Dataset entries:
= = = =
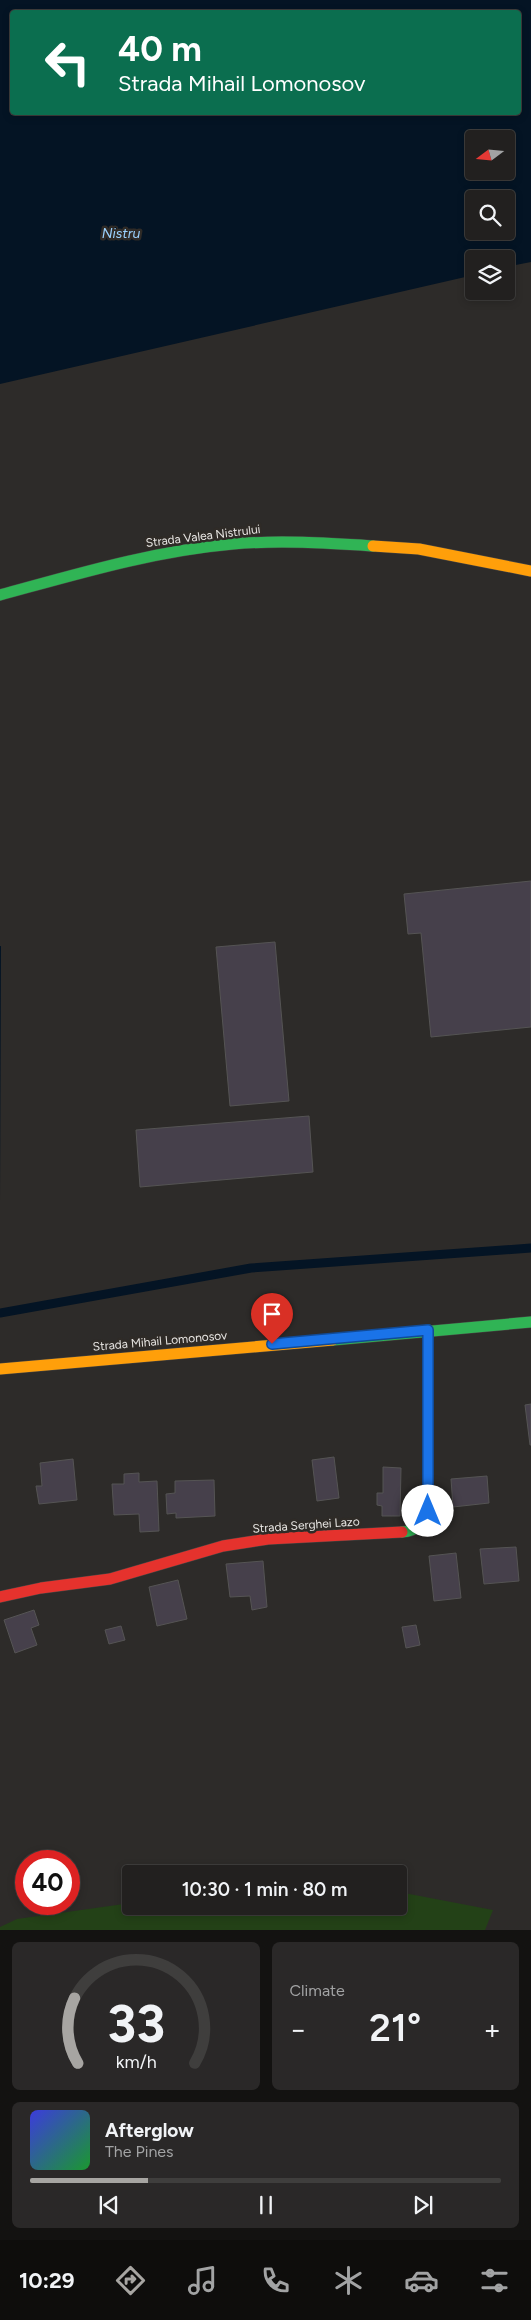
<!DOCTYPE html>
<html lang="en">
<head>
<meta charset="utf-8">
<style>
	body { margin:0; font-family:Figtree,sans-serif; background:#2a2828; color:#f1f3f6; height:100vh; display:flex; flex-direction:column; font-size:19px; white-space:nowrap }
	* { box-sizing:border-box; margin:0 }
	p { font-size:16px; color:#a2a3a4 }
	.icon { flex:none; width:28px; height:28px; fill:none; stroke:currentColor; stroke-width:2; stroke-linecap:round; stroke-linejoin:round }
	.map { position:relative; height:1930px; overflow:hidden }
	.side { display:flex; flex-direction:column; gap:12px; padding:12px; background:#131211; flex:1 }
	.side>* { flex:none }
	.top-card { position:absolute; left:10px; top:10px; width:511px; height:105px; border-radius:5px; box-shadow:0 2px 8px #0003,0 0 0 1px #3f3e3d; background:#0b6e4f; color:#fff; overflow:hidden }
	.needle { width:32px; rotate:254deg }
	.controls { position:absolute; left:465px; top:130px; display:grid; gap:10px }
	.controls a { display:grid; place-items:center; width:50px; height:50px; border-radius:5px; background:#22201f; box-shadow:0 2px 8px #0003,0 0 0 1px #3f3e3d; font-size:25px }
	.speed { position:absolute; left:15px; top:1850px; display:flex; gap:10px; font-size:25px; font-weight:700; text-align:center }
	.speed>* { display:grid; place-content:center; width:65px; height:65px; border-radius:50%; background:#22201f; box-shadow:0 2px 8px #0003,0 0 0 1px #3f3e3d; line-height:1 }
	.speed .limit { border:8px solid #d22; background:#fff; color:#111 }
	.pin { position:absolute; display:grid; place-items:center; width:42px; height:42px; color:#fff; margin:-51px -21px; border-radius:50% 50% 50% 0; rotate:-45deg; box-shadow:0 0 5px #0007 }
	.pin .icon { rotate:45deg }
	.me { position:absolute; width:55px; margin:-28px; rotate:0deg; stroke-linejoin:round; filter:drop-shadow(0 0 4px #0008) }
	.turn { display:flex; align-items:center; gap:18px; height:105px; padding:0 25px; font-size:22px }
	.turn .icon { width:65px; height:65px; stroke-width:2.5 }
	.turn b { display:block; font-size:35px; line-height:42px }
	.big { font-size:38px; font-weight:600; line-height:1.1 }
	.side .widget { flex:1; display:flex; flex-direction:column; justify-content:center; gap:8px; min-width:0; padding:0 18px; border-radius:8px; background:#2a2828 }
	.side .dial { align-items:center; gap:0 }
	.dial svg { height:130px; overflow:visible; fill:none; stroke:#3f3e3d; stroke-width:7; stroke-linecap:round; text-anchor:middle }
	.dial text { fill:#f1f3f6; stroke:none }
	.song { display:flex; align-items:center; gap:15px }
	.cover { width:60px; height:60px; border-radius:8px; background:linear-gradient(135deg,hsl(240 70% 55%),hsl(130 70% 35%)) }
	.played { height:5px; border-radius:2px; background:linear-gradient(90deg,#a7a5a2 25%,#3f3e3d 25%) }
	.keys { display:flex; justify-content:space-around; direction:ltr }
	.heat { display:flex; justify-content:space-between; align-items:center; font-size:28px; direction:ltr }
	.side .tiles { flex:1; display:grid; gap:12px; grid-template-columns:1fr 1fr }
	.widget:last-child { grid-column:span 2 }
	.trip { position:absolute; left:122px; top:1865px; width:285px; height:50px; border-radius:5px; background:#22201f; box-shadow:0 2px 8px #0003,0 0 0 1px #3f3e3d; font-weight:600; line-height:50px; text-align:center }
	.tabs { display:flex; height:80px; justify-content:space-around; align-items:center; background:#0e0d0c; color:#a2a3a4 }
	.tabs .icon { width:35px; height:35px }
	.tabs .selected { color:#a7a5a2 }
	.tabs b { font-size:22px; color:#f1f3f6 }
	.map>svg:first-child { display:block }
	.green { fill:#234117 }
	.water { fill:#041424; fill-rule:evenodd }
	.lines { fill:none; stroke-linecap:round; stroke-linejoin:round }
	.stream { stroke:#041424; stroke-width:9 }
	.building { fill:#46404b; stroke:#555454 }
	.fast-casing { stroke:#484644; stroke-width:12 }
	.slow-casing { stroke:#484644; stroke-width:12 }
	.jam-casing { stroke:#484644; stroke-width:12 }
	.fast { stroke:#30b455; stroke-width:11 }
	.slow { stroke:#ff9f0a; stroke-width:11 }
	.jam { stroke:#e5322d; stroke-width:11 }
	.route-casing { stroke:#114b97; stroke-width:12 }
	.route { stroke:#1a73e8; stroke-width:9 }
	.labels { text-anchor:middle; dominant-baseline:central; stroke-width:5; stroke-linejoin:round; paint-order:stroke }
	.street-label { font-size:12px; fill:#e8e6e3; stroke:#2f2b27 }
	.water-label { font-size:14px; font-style:italic; fill:#9bd2fe; stroke:#2f2b27 }
</style>
</head>
<body>
<div class="map">
<svg width="531" height="1930" viewBox="0 0 531 1930">
	<rect width="100%" height="100%" fill="#2d2b29"/>
	<!-- green -->
	<path class="green" d="M 399,1892 L 493,1910 L 485,1930 L 0,1930 L 0,1927 L 17,1919 L 131,1903 L 131,1906 L 399,1906 Z"/>
	<!-- water -->
	<path class="water" d="M 0,0 L 531,0 L 531,262 L 506,267 L 506,259 L 474,259 L 474,275 L 0,384 ZM 12,12 L 519,12 L 519,112 L 12,112 ZM 474,139 L 506,139 L 506,171 L 474,171 ZM 474,199 L 506,199 L 506,231 L 474,231 Z
		M 0,946 L 1,946 L 0,1202 Z"/>
	<g class="lines">
		<!-- stream -->
		<path class="stream" d="M 0,1313 L 251,1268 L 531,1248"/>
	</g>
	<!-- building -->
	<path class="building" d="M 531,881 L 531,1027 L 431,1037 L 421,933 L 408,934 L 404,894 Z
		M 275,942 L 289,1101 L 230,1106 L 216,947 Z
		M 309,1116 L 313,1172 L 140,1187 L 136,1130 Z
		M 531,1404 L 531,1445 L 530,1445 L 525,1405 Z
		M 334,1457 L 339,1498 L 317,1501 L 312,1460 Z
		M 73,1459 L 77,1500 L 39,1504 L 36,1486 L 42,1486 L 40,1463 Z
		M 383,1467 L 401,1468 L 400,1516 L 382,1516 L 382,1506 L 377,1505 L 377,1493 L 383,1493 Z
		M 139,1473 L 139,1482 L 157,1481 L 159,1531 L 140,1532 L 139,1514 L 114,1515 L 112,1484 L 124,1484 L 124,1474 Z
		M 487,1476 L 489,1503 L 453,1507 L 451,1479 Z
		M 214,1480 L 215,1516 L 176,1518 L 176,1513 L 167,1514 L 166,1494 L 175,1493 L 175,1481 Z
		M 516,1547 L 519,1581 L 484,1584 L 480,1549 Z
		M 456,1553 L 461,1598 L 434,1601 L 429,1556 Z
		M 263,1561 L 267,1607 L 252,1610 L 250,1596 L 230,1597 L 226,1564 Z
		M 178,1580 L 187,1619 L 157,1626 L 149,1587 Z
		M 34,1610 L 39,1625 L 31,1628 L 37,1645 L 15,1653 L 4,1620 Z
		M 416,1625 L 420,1645 L 406,1648 L 402,1627 Z
		M 121,1626 L 125,1640 L 109,1644 L 105,1630 Z"/>
	<g class="lines">
		<defs>
			<path id="fast" d="M 0,595 C 77,574 153,551 233,544 C 280,540 326,543 373,546
				M 333,1340 L 531,1322
				M 402,1532 C 418,1531 421,1524 428,1511 L 428,1330"/>
			<path id="slow" d="M 373,546 L 419,549 L 531,571
				M 0,1369 L 333,1340"/>
			<path id="jam" d="M 0,1597 L 41,1588 L 110,1579 L 223,1546 L 268,1539 L 402,1532"/>
		</defs>
		<!-- fast casing -->
		<use href="#fast" class="fast-casing"/>
		<!-- slow casing -->
		<use href="#slow" class="slow-casing"/>
		<!-- jam casing -->
		<use href="#jam" class="jam-casing"/>
		<!-- fast -->
		<use href="#fast" class="fast"/>
		<!-- slow -->
		<use href="#slow" class="slow"/>
		<!-- jam -->
		<use href="#jam" class="jam"/>
	</g>
	<g class="lines">
		<defs>
			<path id="route" d="M 272,1344 L 428,1330 L 428,1511"/>
		</defs>
		<!-- route casing -->
		<use href="#route" class="route-casing"/>
		<!-- route -->
		<use href="#route" class="route"/>
	</g>
	<g class="labels">
		<!-- street labels -->
		<g class="street-label">
			<text transform="translate(203 536) rotate(-7)">Strada Valea Nistrului</text>
			<text transform="translate(160 1341) rotate(-5)">Strada Mihail Lomonosov</text>
			<text transform="translate(306 1525) rotate(-4)">Strada Serghei Lazo</text>
		</g>
		<!-- water labels -->
		<g class="water-label">
			<text x="121" y="233">Nistru</text>
		</g>
	</g>
</svg>
<div class="controls">
<a><svg class="needle" viewBox="-14 -14 28 28"><path d="M0-13l5 13h-10z" fill="#e53935"/><path d="M0 13l5-13h-10z" fill="#a2a3a4"/></svg></a>
<a><svg class="icon" aria-label="search" viewBox="0 0 24 24"><circle cx="10" cy="10" r="6"/><path d="M15 15l6 6"/></svg></a>
<a><svg class="icon" aria-label="layers" viewBox="0 0 24 24"><path d="M12 4l9 5-9 5-9-5zM3 14l9 5 9-5"/></svg></a>
</div>
<div class="speed"><div class="limit">40</div></div>
<div class="pin" style="left:272px;top:1344px;background:#d93025"><svg class="icon" aria-label="arrive" viewBox="0 0 24 24"><path d="M6 21V4h12l-3 4 3 4H6"/></svg></div>
<svg class="me" style="left:428px;top:1511px" viewBox="-20 -20 40 40"><circle r="19" fill="#fff"/><path d="M0-13L10 11 0 6-10 11z" fill="#1a73e8"/></svg>
<div class="trip">10:30 · 1 min · 80 m</div>
<div class="top-card">
<div class="turn"><svg class="icon" aria-label="left" viewBox="0 0 24 24"><path d="M17 20v-9H6M10 6l-5 5 5 5"/></svg><div><b>40 m</b>Strada Mihail Lomonosov</div></div>
</div>
</div>
<section class="side">
<div class="tiles">
<div class="widget dial"><svg viewBox="0 0 100 80">
<path d="M14 69A42 42 0 1 1 86 69"/>
<path d="M14 69A42 42 0 0 1 12 29" stroke="#a7a5a2"/>
<text x="50" y="56" font-size="32" font-weight="700">33</text>
<text x="50" y="72" font-size="11">km/h</text>
</svg></div>
<div class="widget"><p>Climate</p>
<div class="heat"><a>−</a><b class="big">21°</b><a>+</a></div>
</div>
<div class="widget">
<div class="song"><i class="cover"></i><div><b>Afterglow</b><p>The Pines</p></div></div>
<div class="played"></div>
<div class="keys"><svg class="icon" aria-label="previous" viewBox="0 0 24 24"><path d="M18 5L8 12l10 7zM5 5v14"/></svg><svg class="icon" aria-label="pause" viewBox="0 0 24 24"><path d="M8 5v14M16 5v14"/></svg><svg class="icon" aria-label="next" viewBox="0 0 24 24"><path d="M6 5l10 7-10 7zM19 5v14"/></svg></div>
</div>
</div>
</section>
<nav class="tabs">
<b>10:29</b>
<svg class="icon selected" aria-label="directions" viewBox="0 0 24 24"><path d="M12 3l9 9-9 9-9-9zM9 14v-3h6M13 9l2 2-2 2"/></svg>
<svg class="icon" aria-label="music" viewBox="0 0 24 24"><path d="M9 18V5l10-2v13"/><circle cx="6" cy="18" r="3"/><circle cx="16" cy="16" r="3"/></svg>
<svg class="icon" aria-label="phone" viewBox="0 0 24 24"><path d="M5 4h4l2 5-3 2q2 4 5 5l2-3 5 2v4C11 20 4 13 5 4z"/></svg>
<svg class="icon" aria-label="climate" viewBox="0 0 24 24"><path d="M12 3v18M4 7l16 10M4 17L20 7"/></svg>
<svg class="icon" aria-label="car" viewBox="0 0 24 24"><path d="M5 17H2v-5l4-1 3-4h7l3 4 3 1v5h-3M9 17h6M6 11h13"/><circle cx="7" cy="17" r="2"/><circle cx="17" cy="17" r="2"/></svg>
<svg class="icon" aria-label="filters" viewBox="0 0 24 24"><path d="M4 7h16M4 17h16"/><circle cx="9" cy="7" r="2"/><circle cx="15" cy="17" r="2"/></svg>
</nav>
</body>
</html>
= = = =
Work request: Please return every line of the records that contains the word "tabs".

Response to the exercise:
	.tabs { display:flex; height:80px; justify-content:space-around; align-items:center; background:#0e0d0c; color:#a2a3a4 }
	.tabs .icon { width:35px; height:35px }
	.tabs .selected { color:#a7a5a2 }
	.tabs b { font-size:22px; color:#f1f3f6 }
<nav class="tabs">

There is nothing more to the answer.